Bu ânın heyecan verici yanı; nasıl çalışmak istediğimize karar verecek olmamız.”

LINKEDIN: “HERKES FARKLI ŞEKİLDE ÇALIŞIR”

LinkedIn CEO’su Ryan Roslansky ise herkese uyan tek bir çalışma politikasından uzaklaştıklarını ve ekiplerine ihtiyaçlarına en uygun çalışma modeline karar vermeleri için izin verdiklerini belirtiyor:

“İşimizi en iyi şekilde, en iyi yerde yapmak için birbirimize güveniyoruz. Her bireyin ve her ekibin farklı şekilde çalıştığını öğrendik, bu nedenle hem hibrit hem de uzaktan çalışma esnekliğini benimsemek bizim için en iyi yaklaşım. Birçok çalışan, geçen yıl kazandıkları esnekliği sürdürmeyi umuyor: Küresel olarak, çalışanların yüzde 87’si zamanlarının en az yarısında ofisten uzakta olmayı tercih ediyor, bu da birçoğunun hibrit bir program istediğini gösteriyor.”

Roslansky önümüzdeki ayların belirsizliğine de dikkat çekerek sözlerine şu şekilde devam ediyor: “Önümüzdeki 18 ay boyunca çok fazla belirsizlik göreceksiniz.
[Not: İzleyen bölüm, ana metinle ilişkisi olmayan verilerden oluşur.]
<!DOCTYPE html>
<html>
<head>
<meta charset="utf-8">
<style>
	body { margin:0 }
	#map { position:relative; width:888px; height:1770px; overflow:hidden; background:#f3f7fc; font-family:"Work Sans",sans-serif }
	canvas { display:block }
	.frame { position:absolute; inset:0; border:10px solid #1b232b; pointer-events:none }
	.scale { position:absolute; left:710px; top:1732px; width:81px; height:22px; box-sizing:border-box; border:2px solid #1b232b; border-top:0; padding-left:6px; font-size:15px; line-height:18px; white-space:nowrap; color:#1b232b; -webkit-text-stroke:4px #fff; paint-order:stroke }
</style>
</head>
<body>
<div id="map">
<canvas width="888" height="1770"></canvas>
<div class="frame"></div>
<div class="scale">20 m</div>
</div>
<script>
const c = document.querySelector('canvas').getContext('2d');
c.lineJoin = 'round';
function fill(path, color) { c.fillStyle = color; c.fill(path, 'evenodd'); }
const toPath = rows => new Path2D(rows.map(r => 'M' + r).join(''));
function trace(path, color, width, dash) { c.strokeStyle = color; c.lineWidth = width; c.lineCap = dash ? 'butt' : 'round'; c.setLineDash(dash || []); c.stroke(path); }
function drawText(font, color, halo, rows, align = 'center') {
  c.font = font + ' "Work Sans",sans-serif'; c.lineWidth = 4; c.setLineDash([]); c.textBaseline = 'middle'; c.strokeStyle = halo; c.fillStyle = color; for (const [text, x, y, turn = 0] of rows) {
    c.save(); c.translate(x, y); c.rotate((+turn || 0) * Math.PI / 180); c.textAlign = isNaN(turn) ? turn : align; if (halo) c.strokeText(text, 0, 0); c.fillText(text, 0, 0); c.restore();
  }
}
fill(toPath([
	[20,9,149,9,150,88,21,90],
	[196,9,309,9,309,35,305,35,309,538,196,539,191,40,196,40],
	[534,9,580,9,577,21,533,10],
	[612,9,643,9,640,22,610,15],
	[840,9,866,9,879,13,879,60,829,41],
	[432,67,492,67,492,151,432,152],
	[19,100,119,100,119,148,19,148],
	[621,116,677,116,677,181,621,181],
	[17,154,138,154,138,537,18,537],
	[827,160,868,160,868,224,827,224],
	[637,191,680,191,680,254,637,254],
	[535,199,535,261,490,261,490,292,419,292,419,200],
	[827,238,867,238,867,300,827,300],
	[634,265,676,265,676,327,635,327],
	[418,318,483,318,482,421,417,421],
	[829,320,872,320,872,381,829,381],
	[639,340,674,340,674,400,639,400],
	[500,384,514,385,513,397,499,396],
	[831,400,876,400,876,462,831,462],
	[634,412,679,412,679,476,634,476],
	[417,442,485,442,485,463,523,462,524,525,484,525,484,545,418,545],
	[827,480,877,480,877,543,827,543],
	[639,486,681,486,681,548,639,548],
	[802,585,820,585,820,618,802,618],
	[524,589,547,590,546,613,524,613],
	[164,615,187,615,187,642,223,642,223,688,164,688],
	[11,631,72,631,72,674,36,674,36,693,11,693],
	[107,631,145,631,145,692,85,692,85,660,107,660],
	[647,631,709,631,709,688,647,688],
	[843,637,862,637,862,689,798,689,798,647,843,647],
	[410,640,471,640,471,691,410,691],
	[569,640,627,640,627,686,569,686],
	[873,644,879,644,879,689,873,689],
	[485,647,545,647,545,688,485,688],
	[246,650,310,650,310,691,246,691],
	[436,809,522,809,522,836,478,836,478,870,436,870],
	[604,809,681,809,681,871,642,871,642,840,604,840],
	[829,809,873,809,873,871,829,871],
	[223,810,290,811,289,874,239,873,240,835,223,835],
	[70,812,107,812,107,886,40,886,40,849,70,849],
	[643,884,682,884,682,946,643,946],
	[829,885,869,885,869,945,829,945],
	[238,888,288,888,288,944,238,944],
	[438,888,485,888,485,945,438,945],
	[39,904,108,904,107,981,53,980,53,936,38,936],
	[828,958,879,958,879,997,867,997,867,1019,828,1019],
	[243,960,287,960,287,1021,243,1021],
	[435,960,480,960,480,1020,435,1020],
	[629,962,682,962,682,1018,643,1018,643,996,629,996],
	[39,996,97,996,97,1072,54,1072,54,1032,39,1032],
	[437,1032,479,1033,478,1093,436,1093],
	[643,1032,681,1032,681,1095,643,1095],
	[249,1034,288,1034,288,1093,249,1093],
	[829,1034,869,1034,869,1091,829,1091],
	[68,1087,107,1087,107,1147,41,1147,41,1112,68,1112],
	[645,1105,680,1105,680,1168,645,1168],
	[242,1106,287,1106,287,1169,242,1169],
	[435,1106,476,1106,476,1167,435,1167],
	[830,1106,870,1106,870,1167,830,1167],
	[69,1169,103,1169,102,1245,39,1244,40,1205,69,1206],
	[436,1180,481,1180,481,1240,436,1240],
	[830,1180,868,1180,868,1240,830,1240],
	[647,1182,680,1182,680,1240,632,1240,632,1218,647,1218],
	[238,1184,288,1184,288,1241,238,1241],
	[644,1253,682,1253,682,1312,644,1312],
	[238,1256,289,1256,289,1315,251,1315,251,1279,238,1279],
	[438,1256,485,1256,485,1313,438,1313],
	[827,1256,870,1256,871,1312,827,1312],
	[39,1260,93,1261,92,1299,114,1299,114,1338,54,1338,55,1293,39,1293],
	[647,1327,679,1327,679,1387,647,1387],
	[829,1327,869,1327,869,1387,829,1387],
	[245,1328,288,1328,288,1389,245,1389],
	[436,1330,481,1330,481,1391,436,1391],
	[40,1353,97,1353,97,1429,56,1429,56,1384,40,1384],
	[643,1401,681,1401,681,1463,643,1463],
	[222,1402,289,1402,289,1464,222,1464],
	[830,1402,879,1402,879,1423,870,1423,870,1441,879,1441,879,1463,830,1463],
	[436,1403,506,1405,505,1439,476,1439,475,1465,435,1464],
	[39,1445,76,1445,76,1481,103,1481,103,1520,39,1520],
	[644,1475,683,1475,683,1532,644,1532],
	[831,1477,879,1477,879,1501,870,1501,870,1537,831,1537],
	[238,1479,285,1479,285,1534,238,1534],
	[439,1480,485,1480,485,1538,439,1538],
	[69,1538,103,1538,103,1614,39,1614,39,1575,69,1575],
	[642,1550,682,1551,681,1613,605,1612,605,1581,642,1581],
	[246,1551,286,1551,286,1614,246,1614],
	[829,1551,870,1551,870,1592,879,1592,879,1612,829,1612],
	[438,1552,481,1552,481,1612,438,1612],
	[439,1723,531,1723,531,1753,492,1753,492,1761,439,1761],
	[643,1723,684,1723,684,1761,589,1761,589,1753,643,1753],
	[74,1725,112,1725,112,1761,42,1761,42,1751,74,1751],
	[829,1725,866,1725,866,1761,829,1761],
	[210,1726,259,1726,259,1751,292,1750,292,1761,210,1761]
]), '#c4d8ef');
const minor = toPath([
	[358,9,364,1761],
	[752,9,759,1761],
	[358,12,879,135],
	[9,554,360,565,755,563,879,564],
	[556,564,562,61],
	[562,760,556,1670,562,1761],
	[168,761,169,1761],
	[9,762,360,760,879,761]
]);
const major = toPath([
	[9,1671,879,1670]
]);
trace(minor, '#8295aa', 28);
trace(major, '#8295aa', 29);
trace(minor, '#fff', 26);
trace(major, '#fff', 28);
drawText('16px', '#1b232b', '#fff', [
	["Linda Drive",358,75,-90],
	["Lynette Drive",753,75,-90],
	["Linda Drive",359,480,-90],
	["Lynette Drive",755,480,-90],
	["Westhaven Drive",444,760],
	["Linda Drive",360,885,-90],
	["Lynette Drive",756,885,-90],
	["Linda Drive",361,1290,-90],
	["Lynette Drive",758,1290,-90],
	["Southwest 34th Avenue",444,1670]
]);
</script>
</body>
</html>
Bir sürü karışıklık. Hatta biraz dağınık gelebilir ama zamanla işlerin yoluna girmeye başladığını göreceğimize inanıyorum. Şirketler ve çalışanlar, değerlerinin örtüştüğü yerde bir araya gelecek ve bu, iş dünyasında olumlu bir değişim olacak. İnsanlar, tutku hissettikleri şirketlerde kendilerini tatmin eden işlerde ve çalışanlarını şefkatle, güvenle çalıştıran şirketlerde çalışıp çok daha büyük başarılara yol açacaklar.”

SLACK: “GEREKSİZ TOPLANTILAR VE 9-5 ANLAYIŞINDAN UZAKLAŞMALIYIZ”

Pandemi öncesi çoğu şirket gibi ofis merkezli bir şirket olan Slack de esnek çalışmaya geçen şirketler arasında. Slack kurucusu ve CEO’su Stewart Butterfield, geçilen bu yeni çalışma sisteminin işe yaradığını ve çok daha üretken olduklarını söylüyor: “Daha büyük bir iş-yaşam dengesi ile rekor bir hızda müşterilerimize hizmet vermeye devam ettik.”
İş hayatında çalışanların birbirleriyle iletişim kurmasını, görev dağılımı yapmalarını ve iş akışını takip etmelerini sağlayan Slack için Butterfield dijital öncelikli bir yaklaşım benimsediklerini söylüyor:

YENİLİĞİ KUCAKLAYANLAR BAŞARILI OLACAK

“Gereksiz toplantılarla dolu, 9’dan 5’e bir programdan uzaklaşmamız gerekiyor. Tüm çalışanların, ana çalışma saatlerinin o ekibin saat dilimine bağlı olduğu bir ev ekibi var ve zamanı, toplantılarla doldurmamaları gerekiyor. Bu dijital değişimi benimsemek bir gecede olmayacak; ancak öğrenirken, deneyimlerken ve gelişirken esnek olursak, işi daha basit, daha keyifli ve daha üretken hale getirebiliriz.”

Butterfield iş hayatının geleceğinin de daha esnek, kapsayıcı, bağlantılı ve üretken olacağına dikkat çekiyor: “Önümüzdeki on yılda başarılı olacak işletmeler, bu cesur yeniliği kucaklayanlar olacak. Eskimiş alışkanlıkların rahatlığına geri çekilmenin ya da mutsuz bir işgücünü barındırarak yetersiz girişimlerde bulunmanın zamanı geçti. Liderlerin artık daha iyi bir iş yeri ve iş hayatı inşa etme zamanı geldi.”